Appointing another man to get a child- it is called Niyoga or in Latin levirate. We see such practice in Mahabharata when Vichitravirya died without children. But commentators point out the confusion and contradictory statements in this section.

My comments : There are interpolations in this section.

Sloka 71

When you promise a girl to a man don’t go back on your words

Sloka 74

Very interesting; if you don’t  arrange for food and basic things for your wife while you go on a long journey, she will runaway with someone.

Divorce rules

If a man doen’t come back within 8 years , she is free

If your wife hates you for more than a year kick her out.

Oldest Tamil book Tolkappiam also ban Tamil women going overseas with her husband. So there is a waiting period, beyond which she can do what she wants to do.

Sloka 80-84 Drinking and Violent Wives

Interesting .

If your wife is barren for 8 years, you may leave her;

If all her children died , leave her in tenth year.

If your wife gives birth only to daughters, you may leave her in the eleventh year;

If a woman drinks and extravagant, leave her immediately.

88-94 Marriageable Age

Love marriage is not wrong – sloka 91

Age limits – sloka 94



Chastity for men and women – slokas 101 and 102

Property rights – from sloka 9-104

What did Daksa do with 10+13+27= 50 daughters? sloka -129

He gave 10 daughters to Dharma;

13 daughters to Kasyapa;

27 daughters to Soma/ Moon

Sloka 137 to 139

Role of son, grand son and great grand son

Sloka 140- 142 – adopted son


Rest of the slokas gives minute details of division of property.


9-57. The wife of an elder brother is for his younger (brother) the wife of a Guru; but the wife of the younger is declared (to be) the daughter-in-law of the elder.

58. An elder (brother) who approaches the wife of the younger, and a younger (brother who approaches) the wife of the elder, except in times of misfortune, both become outcasts, even though (they were duly) authorised.

59. On failure of issue (by her husband) a woman who has been authorised, may obtain, (in the) proper (manner prescribed), the desired offspring by (cohabitation with) a brother-in-law or (with some other) Sapinda (of the husband).

60. He (who is) appointed to (cohabit with) the widow shall (approach her) at night anointed with clarified butter and silent, (and) beget one son, by no means a second.

61. Some (sages), versed in the law, considering the purpose of the appointment not to have been attained by those two (on the birth of the first), think that a second (son) may be lawfully procreated on (such) women.

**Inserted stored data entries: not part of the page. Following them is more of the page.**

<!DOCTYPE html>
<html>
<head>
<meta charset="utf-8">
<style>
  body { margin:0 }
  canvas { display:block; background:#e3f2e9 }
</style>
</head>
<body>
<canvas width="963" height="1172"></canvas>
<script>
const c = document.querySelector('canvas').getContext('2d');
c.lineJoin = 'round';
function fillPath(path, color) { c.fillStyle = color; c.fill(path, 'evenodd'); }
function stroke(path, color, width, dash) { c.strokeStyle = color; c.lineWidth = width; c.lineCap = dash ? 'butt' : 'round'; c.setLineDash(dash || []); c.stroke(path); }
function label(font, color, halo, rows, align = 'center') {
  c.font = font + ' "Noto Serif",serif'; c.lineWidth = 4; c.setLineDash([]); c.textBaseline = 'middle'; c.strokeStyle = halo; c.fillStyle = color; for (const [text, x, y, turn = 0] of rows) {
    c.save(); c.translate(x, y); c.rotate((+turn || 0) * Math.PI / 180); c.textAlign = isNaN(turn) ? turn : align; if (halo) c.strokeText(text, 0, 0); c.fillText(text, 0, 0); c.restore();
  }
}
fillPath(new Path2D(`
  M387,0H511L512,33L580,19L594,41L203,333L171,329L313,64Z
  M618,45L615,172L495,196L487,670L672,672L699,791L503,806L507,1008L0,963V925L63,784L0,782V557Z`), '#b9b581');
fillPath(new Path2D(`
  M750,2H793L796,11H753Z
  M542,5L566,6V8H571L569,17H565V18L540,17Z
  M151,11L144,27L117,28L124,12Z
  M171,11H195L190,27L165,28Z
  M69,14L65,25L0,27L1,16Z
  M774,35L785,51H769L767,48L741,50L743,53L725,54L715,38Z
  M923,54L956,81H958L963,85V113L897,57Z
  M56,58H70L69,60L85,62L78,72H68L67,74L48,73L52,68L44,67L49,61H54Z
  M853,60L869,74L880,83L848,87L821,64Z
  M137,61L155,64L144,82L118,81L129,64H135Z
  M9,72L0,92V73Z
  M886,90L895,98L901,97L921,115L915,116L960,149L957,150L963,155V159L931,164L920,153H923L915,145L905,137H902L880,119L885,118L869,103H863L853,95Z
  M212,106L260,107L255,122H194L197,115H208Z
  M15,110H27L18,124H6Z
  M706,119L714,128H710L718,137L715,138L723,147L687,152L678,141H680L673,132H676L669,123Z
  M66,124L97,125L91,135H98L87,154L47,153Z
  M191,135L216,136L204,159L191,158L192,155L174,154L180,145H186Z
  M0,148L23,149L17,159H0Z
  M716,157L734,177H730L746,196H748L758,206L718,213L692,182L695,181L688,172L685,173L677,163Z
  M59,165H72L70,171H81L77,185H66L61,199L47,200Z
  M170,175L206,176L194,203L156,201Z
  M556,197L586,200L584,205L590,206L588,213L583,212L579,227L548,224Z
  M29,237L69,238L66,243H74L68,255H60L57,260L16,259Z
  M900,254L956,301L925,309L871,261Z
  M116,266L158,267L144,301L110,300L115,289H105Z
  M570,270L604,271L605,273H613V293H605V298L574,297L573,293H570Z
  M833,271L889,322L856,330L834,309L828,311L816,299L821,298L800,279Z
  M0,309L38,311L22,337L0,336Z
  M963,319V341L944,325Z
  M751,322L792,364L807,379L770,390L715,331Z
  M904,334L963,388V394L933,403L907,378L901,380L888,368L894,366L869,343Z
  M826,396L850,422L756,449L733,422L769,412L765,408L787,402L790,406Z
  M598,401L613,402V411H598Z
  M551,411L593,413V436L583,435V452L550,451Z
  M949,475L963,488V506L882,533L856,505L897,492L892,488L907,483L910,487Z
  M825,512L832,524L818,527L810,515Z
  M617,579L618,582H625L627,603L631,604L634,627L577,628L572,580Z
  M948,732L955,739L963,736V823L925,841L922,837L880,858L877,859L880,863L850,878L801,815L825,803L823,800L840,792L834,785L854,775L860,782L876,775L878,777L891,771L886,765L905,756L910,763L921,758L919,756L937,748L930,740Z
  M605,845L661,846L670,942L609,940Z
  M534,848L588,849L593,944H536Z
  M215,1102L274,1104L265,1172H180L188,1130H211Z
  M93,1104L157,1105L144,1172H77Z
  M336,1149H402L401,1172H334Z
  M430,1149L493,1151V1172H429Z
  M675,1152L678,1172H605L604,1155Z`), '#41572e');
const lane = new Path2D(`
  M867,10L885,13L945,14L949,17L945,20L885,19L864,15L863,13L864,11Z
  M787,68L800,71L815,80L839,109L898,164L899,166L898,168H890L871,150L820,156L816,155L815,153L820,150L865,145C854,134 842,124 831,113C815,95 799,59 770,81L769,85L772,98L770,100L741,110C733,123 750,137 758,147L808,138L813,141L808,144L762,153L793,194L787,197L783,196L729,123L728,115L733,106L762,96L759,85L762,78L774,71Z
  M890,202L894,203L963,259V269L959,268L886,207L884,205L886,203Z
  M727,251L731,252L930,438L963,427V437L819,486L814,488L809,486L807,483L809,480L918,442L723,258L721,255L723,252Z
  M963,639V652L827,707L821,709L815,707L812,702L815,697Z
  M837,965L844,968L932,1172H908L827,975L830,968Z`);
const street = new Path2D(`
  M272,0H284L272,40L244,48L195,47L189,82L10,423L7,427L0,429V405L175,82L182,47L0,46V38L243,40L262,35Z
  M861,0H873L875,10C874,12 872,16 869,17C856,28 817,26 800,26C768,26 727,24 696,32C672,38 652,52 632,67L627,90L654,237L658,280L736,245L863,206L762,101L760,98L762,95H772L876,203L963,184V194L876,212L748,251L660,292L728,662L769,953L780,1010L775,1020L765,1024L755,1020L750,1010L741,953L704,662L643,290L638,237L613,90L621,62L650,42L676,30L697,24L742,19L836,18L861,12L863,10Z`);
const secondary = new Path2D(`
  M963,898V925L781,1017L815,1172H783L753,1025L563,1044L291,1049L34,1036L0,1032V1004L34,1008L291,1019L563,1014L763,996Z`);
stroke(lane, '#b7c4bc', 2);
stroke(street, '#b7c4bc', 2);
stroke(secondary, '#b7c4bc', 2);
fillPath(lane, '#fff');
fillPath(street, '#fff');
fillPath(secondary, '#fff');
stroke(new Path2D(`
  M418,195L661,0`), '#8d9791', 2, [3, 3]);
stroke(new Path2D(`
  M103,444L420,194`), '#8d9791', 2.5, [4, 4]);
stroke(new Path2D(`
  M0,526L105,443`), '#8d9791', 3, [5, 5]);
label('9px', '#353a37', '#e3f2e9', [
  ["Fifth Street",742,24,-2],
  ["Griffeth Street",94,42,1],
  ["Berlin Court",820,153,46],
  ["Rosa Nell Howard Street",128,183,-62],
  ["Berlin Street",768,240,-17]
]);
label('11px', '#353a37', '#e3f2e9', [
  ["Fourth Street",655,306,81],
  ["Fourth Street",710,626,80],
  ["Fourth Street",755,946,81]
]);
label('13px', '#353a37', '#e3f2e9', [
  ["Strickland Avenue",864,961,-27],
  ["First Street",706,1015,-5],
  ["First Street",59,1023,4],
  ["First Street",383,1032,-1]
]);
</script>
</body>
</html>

62. But when the purpose of the appointment to (cohabit with) the widow bas been attained in accordance with the law, those two shall behave towards each other like a father and a daughter-in-law.

63. If those two (being thus) appointed deviate from the rule and act from carnal desire, they will both become outcasts, (as men) who defile the bed of a daughter-in-law or of a Guru.

64. By twice-born men a widow must not be appointed to (cohabit with) any other (than her husband); for they who appoint (her) to another (man), will violate the eternal law.

65. In the sacred texts which refer to marriage the appointment (of widows) is nowhere mentioned, nor is the re-marriage of widows prescribed in the rules concerning marriage.

66. This practice which is reprehended by the learned of the twice-born castes as fit for cattle is said (to have occurred) even among men, while Vena ruled.

67. That chief of royal sages who formerly possessed the whole world, caused a confusion of the castes (varna), his intellect being destroyed by lust.

68. Since that (time) the virtuous censure that (man) who in his folly appoints a woman, whose husband died, to (bear) children (to another man).

69. If the (future) husband of a maiden dies after troth verbally plighted, her brother-in-law shall wed her according to the following rule.

70. Having, according to the rule, espoused her (who must be) clad in white garments and be intent on purity, he shall approach her once in each proper season until issue (be had).

71. Let no prudent man, after giving his daughter to one (man), give her again to another; for he who gives (his daughter) whom he had before given, incurs (the guilt of) speaking falsely regarding a human being.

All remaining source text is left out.